Slow songs like the title track just drag - that song in particular is more than 5 minutes long. It's pop-rock sound is broken up by it's true-to-roots funk metal songs like "Hump de Bump" - a decent enough P-Funk-inspired rocker but nothing they haven't done better before (the chorus is pretty bad too). However, Flea has a tendency to shine on these tracks.

"She's Only 18" is Kiedis's (46) ode to his girlfriend, 18 at the time the song was written. A little creepy much? Ah fuck, maybe it's just me. "Slow Cheetah" is another pop-rock acoustic type song, with a rather retarded song title which leads to a rather retarded chorus. "Strip My Mind" is another long slow song that could be skipped. "Especially in Michigan" is a decent rocker with a guest shot from Mars Volta guitarist Omar Rodriguez-Lopez.

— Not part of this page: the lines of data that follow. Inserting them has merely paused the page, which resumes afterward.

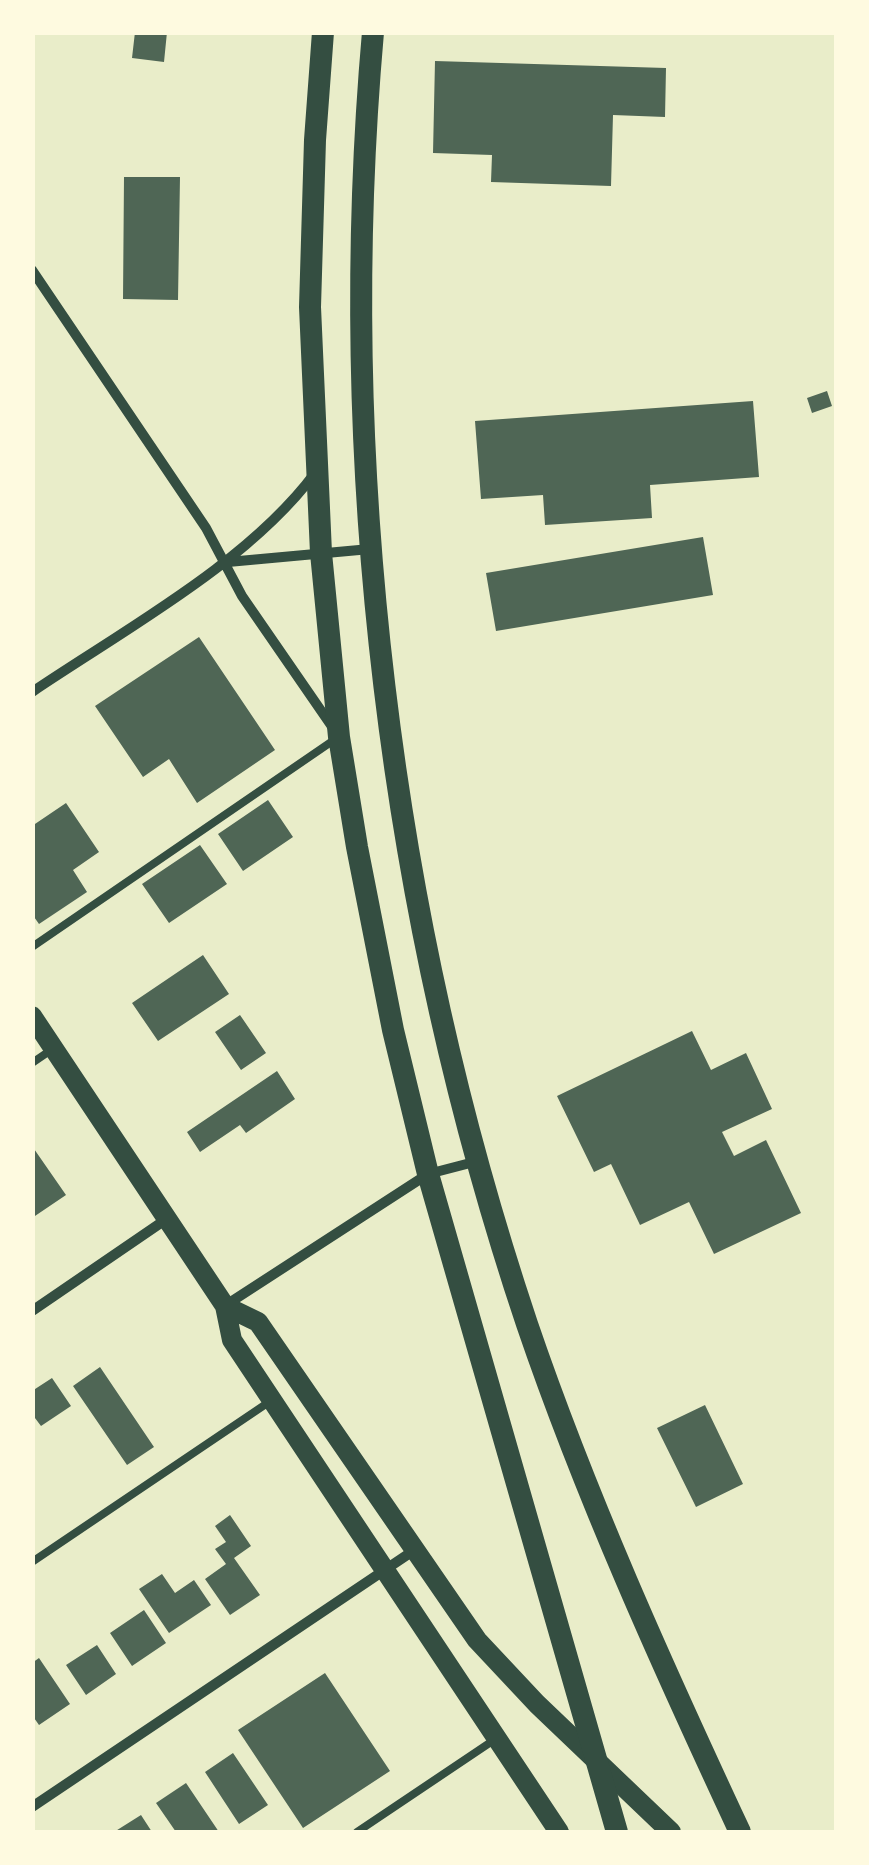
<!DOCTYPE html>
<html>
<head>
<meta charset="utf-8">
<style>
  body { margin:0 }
  #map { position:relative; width:869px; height:1865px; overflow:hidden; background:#e9edc9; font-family:"Sofia Sans Condensed",sans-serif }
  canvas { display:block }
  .frame { position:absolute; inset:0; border:35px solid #fefae0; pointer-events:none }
</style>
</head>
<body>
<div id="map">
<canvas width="869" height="1865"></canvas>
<div class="frame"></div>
</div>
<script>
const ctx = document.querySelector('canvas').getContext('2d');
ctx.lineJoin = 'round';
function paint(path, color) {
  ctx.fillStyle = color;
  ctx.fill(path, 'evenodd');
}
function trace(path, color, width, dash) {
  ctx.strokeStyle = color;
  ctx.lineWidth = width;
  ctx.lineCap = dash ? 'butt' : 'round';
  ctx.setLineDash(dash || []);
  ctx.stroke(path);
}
paint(new Path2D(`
  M135,32H167L164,62L132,58Z
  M435,61L666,68L665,117L613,115L611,186L491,182L492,155L433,153Z
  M124,177H180L178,300L123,299Z
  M827,391L832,406L812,413L807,398Z
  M753,401L759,477L650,485L652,518L545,525L543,495L481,499L475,421Z
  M703,537L713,595L496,631L486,573Z
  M199,637L275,750L197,803L169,759L143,777L95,706Z
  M268,800L293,837L243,871L218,834Z
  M66,803L99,852L73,870L87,892L39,924L32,914V826Z
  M200,845L227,884L169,923L142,884Z
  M203,955L229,994L158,1041L132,1003Z
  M240,1015L266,1053L241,1070L215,1032Z
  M692,1031L711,1070L746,1053L772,1109L722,1132L734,1156L766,1140L801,1213L714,1254L689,1202L640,1225L611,1164L594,1172L557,1096Z
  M277,1071L295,1099L246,1133L240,1125L200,1152L187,1132Z
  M32,1146L66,1195L32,1218Z
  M100,1367L154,1447L127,1465L73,1386Z
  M52,1378L71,1406L41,1426L32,1414V1391Z
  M705,1405L743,1484L696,1507L657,1428Z
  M230,1515L251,1546L234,1558L260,1595L230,1615L205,1579L226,1564L215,1549L226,1542L215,1526Z
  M162,1574L175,1593L194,1580L211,1605L169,1633L139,1589Z
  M144,1610L166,1643L132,1666L110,1633Z
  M97,1645L116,1674L86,1695L66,1665Z
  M39,1658L70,1704L39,1725L32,1715V1663Z
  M325,1673L390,1771L303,1828L238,1730Z
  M233,1753L268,1805L239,1824L205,1772Z
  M186,1783L219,1832H176L156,1803Z
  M141,1815L152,1832H114Z`), '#4f6655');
trace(new Path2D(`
  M32,947L334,740
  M32,1063L54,1048
  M32,1562L269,1402
  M357,1832L494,1740`), '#344e41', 8);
trace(new Path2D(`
  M32,270L206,528L242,596L333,728
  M228,562L370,549
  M32,692C125,629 248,563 315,473
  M226,1305L428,1174L478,1161
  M32,1311L168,1218
  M32,1807L413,1551`), '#344e41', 10);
trace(new Path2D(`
  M32,1016L225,1306L232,1340L559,1832
  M225,1306L258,1322L477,1640L537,1704L671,1832`), '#344e41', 20);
trace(new Path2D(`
  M323,32L315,140L310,307L321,553L339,737L357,847L393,1030L428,1174L617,1832
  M373,32C335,461 390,916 527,1324C586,1497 663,1667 740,1832`), '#344e41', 22);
</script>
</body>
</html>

"Warlocks" is a pretty good funk-rock song especially due to the clavinet work from Billy Preston (R.I.P.), but the vocals get a little irritating, though thankfully it's short of three and a half minutes. The first CD cocludes with "Hey" another long (over 5 and a half minutes long) slow track that just comes off as boring.

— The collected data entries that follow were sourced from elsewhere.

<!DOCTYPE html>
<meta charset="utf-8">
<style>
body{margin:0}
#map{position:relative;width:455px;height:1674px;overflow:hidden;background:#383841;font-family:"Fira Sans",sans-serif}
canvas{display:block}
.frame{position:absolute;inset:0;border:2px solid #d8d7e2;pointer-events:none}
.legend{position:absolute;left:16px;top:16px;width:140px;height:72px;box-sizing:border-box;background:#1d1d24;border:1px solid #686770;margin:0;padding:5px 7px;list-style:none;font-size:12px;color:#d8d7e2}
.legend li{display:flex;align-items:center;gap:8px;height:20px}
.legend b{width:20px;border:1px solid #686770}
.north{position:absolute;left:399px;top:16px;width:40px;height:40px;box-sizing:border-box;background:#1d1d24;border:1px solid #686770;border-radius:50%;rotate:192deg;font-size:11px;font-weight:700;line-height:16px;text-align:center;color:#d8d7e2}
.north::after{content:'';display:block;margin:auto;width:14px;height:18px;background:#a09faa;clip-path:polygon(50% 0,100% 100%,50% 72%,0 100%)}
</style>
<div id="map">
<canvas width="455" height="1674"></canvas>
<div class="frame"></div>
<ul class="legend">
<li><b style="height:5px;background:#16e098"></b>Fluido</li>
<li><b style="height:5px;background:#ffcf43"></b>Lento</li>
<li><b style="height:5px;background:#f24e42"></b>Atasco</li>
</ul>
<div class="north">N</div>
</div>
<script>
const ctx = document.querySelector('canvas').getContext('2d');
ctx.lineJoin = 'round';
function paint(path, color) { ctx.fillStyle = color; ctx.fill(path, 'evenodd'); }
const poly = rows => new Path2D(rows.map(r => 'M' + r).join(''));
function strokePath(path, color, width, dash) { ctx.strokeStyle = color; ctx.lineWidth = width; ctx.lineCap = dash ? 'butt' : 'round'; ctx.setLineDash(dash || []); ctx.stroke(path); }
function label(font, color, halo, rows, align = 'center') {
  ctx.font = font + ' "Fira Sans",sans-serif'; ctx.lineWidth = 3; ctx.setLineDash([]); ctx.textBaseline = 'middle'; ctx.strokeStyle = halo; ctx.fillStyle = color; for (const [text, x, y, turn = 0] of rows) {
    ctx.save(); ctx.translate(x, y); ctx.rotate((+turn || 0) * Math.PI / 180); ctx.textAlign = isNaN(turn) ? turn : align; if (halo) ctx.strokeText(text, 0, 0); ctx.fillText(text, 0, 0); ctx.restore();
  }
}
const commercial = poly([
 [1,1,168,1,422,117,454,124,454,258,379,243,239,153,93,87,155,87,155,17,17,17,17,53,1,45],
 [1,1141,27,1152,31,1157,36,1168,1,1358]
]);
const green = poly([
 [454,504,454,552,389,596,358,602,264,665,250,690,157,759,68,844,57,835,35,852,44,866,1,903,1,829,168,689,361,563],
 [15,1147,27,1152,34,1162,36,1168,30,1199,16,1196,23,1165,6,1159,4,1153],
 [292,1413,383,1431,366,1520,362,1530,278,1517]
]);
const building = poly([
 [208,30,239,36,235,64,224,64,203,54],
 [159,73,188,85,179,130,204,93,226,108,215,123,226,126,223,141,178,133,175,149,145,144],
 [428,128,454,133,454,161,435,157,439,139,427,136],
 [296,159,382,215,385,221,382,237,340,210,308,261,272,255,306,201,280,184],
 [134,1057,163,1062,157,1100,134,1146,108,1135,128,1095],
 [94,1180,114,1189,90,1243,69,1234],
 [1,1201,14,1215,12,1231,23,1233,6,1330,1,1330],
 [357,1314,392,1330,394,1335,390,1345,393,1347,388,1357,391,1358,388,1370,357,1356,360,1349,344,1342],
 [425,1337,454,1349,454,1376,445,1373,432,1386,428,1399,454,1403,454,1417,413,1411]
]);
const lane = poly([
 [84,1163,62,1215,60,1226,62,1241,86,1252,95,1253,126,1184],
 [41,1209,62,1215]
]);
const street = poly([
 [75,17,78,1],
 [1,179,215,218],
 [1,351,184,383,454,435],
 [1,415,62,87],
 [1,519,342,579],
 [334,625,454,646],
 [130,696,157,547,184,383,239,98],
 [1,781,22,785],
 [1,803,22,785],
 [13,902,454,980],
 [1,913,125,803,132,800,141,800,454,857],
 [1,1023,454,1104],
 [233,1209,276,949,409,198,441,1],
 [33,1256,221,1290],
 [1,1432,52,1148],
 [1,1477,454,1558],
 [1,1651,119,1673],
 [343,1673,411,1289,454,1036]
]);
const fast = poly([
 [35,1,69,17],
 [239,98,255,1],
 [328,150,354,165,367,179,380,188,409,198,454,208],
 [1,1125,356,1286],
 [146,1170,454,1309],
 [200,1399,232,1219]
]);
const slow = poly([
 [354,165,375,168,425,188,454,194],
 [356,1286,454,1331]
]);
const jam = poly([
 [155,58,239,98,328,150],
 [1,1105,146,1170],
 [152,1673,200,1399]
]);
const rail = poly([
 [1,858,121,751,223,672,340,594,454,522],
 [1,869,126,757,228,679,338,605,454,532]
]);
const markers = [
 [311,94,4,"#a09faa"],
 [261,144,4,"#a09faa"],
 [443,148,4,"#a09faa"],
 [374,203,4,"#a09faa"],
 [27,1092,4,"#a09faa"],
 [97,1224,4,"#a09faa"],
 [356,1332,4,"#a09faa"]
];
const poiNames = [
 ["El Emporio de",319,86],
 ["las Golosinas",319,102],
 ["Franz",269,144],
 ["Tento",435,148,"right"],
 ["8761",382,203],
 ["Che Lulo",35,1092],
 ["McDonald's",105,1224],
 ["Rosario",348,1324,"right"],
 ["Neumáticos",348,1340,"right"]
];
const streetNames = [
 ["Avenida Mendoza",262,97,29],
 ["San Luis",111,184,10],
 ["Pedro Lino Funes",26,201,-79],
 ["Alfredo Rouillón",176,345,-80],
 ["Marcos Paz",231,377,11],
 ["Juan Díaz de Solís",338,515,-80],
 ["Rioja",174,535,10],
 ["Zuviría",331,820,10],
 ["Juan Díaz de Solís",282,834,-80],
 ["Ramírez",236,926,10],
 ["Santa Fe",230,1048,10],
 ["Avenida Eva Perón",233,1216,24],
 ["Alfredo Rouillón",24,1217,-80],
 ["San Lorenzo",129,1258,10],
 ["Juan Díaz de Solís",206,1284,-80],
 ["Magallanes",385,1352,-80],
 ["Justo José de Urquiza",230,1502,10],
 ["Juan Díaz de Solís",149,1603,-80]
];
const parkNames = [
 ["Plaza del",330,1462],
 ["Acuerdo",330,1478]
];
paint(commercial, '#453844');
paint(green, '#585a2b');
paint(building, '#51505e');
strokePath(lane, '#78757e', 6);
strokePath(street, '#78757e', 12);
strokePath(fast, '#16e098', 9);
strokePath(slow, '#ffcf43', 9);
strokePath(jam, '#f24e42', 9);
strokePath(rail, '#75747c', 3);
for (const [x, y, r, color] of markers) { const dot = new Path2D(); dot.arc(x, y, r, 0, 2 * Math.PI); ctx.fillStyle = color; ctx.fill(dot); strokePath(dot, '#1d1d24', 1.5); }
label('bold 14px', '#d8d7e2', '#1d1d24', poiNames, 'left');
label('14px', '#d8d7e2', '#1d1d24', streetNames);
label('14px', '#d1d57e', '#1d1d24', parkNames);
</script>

And so we reach disc 2, "Mars". The opener, "Desecration Smile", is a slow 5-minute long song but it's the best one on here. "Tell Me Baby" opens up like it's another slow song but becomes another funk-rock song (with a nice bassline but otherwise irritating.)

"21st Century" is one of the better songs on here, with some nice work from Flea and Frusicante, although the lyrics could use some work.

The album maintains it's later-day RHCP sound of slow pop-rock mixed with a few rockers and some earlier-day funk-metal. When they try to reach out, it's actually rather uninteresting ("If") or a mess (the weird spoken word bit on "Death of a Martian")

"So Much I" has an exciting punk/funk kind of sound that the album is short on. The band goes on a long (more than 6 minutes) rocker with "Turn It Again" which is pretty good if a little too long. "Death" of a Martian" ends the album with a semi spoken word bit with guitar soloing going around.

Finally, after 28 tracks spanning over 2 hours, the double album is over. Flea is pretty much excellent throughout, John Frusicante is a bit hit-or-miss but good overall, Chad Smith is versatile and solid but not spectacular, and Anthony Keidis does a comptent if unispiring job on vocals.

It's really not much of a concept album, it's only vaguely so. But it's definitely a double album in that it's way too long and way too average for anybody but hardcore fans to like. There is no truly bad song in here, but there is no truly good song in here either. The repetitive themes, production, guitar tones, and style (which is kind of the same the Chili Peppers have been pushing for the past however many years) just addds to this. They fuse earlier days of the Chili Peppers, but they don't do them any better nor in any new way. It's listenable, and you won't hate it, but at the end of the day, it all seems rather unnecessary.